Não há como entender esta alergia que se tem desenvolvido em Portugal contra a política. Para o dizer de forma simplista: cenas de ricos. Coisa de quem arrota de farto, como dizia o meu avô. Um país que lutou anos e anos para decidir sobre o seu futuro, que viu essa primavera dos direitos cívicos chegar em abril, este mês de boa memória em que nos encontramos, há apenas – apenas e não quase, vejam bem – 40 anos, quer agora distância da política como se uma pestilência qualquer a afetasse. Gente que chegou a ser presa por pertencer a um partido político – ou viu isso acontecer a quem o queria fazer – agora nega pertença partidária em praça pública, faz vade retro e renega qualquer filiação conhecida… que não seja a desportiva.
Sim, este é assunto para esta crónica, que anda na maior parte das vezes arredada dos temas que preenchem quotidianamente as páginas dos jornais. Porque esta é uma daquelas questões que atravessam subterraneamente as nossas vidas. Não vou falar da política partidária ou de como um partido quer ganhar ao outro, ter poder, mandar. Aqui, interessa-me a política enquanto questão eminentemente humana, fenómeno antropológico de organização humana. É isso: a política no que ela tem de mais humano.
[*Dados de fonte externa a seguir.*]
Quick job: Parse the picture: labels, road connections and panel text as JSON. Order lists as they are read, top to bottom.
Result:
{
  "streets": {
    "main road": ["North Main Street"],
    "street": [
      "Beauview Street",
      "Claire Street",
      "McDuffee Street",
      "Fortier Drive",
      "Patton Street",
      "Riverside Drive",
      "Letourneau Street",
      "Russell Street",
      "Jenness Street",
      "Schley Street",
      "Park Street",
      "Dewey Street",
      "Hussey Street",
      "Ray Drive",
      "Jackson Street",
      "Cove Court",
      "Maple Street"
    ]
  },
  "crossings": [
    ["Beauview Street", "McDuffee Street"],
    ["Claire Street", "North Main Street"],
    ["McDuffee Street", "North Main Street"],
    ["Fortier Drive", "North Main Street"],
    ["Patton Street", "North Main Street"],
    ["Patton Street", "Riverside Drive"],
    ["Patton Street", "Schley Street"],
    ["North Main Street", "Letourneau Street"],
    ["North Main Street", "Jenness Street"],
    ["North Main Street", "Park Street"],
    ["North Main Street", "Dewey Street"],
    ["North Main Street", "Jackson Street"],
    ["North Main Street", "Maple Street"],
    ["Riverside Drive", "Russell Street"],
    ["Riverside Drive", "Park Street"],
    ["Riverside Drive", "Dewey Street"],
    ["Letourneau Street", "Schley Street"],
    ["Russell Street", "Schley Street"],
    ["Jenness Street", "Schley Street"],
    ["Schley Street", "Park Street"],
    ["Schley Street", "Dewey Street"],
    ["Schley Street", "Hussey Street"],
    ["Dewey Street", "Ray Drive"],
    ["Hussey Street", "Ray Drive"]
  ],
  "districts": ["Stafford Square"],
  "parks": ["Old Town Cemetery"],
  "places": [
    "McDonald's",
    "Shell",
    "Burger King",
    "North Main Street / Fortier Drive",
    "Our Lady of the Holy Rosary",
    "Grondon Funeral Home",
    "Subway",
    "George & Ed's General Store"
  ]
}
A política não é doença contagiosa. Ou antes: é. É um vírus que atinge quem gosta de mandar, ou, pelo menos, influenciar o destino. O seu e o dos outros. Da coisa comum. A história dos amanhãs que cantam não é da carochinha. Nela está contido o sentimento mais nobre de quem vai para a política – e não anda longe de se querer mudar o mundo. Tudo o resto são corruptelas que se devem extirpar. Ou seja, não é a política que é um alvo a abater. A política é algo a preservar. A política, meus caros, começa em casa. Da gestão da família à organização do condomínio. Da janela que não fechamos porque queremos uma cidade bonita à forma como apanhamos o dejeto do cão, ou não pomos a música alta para não incomodar os vizinhos.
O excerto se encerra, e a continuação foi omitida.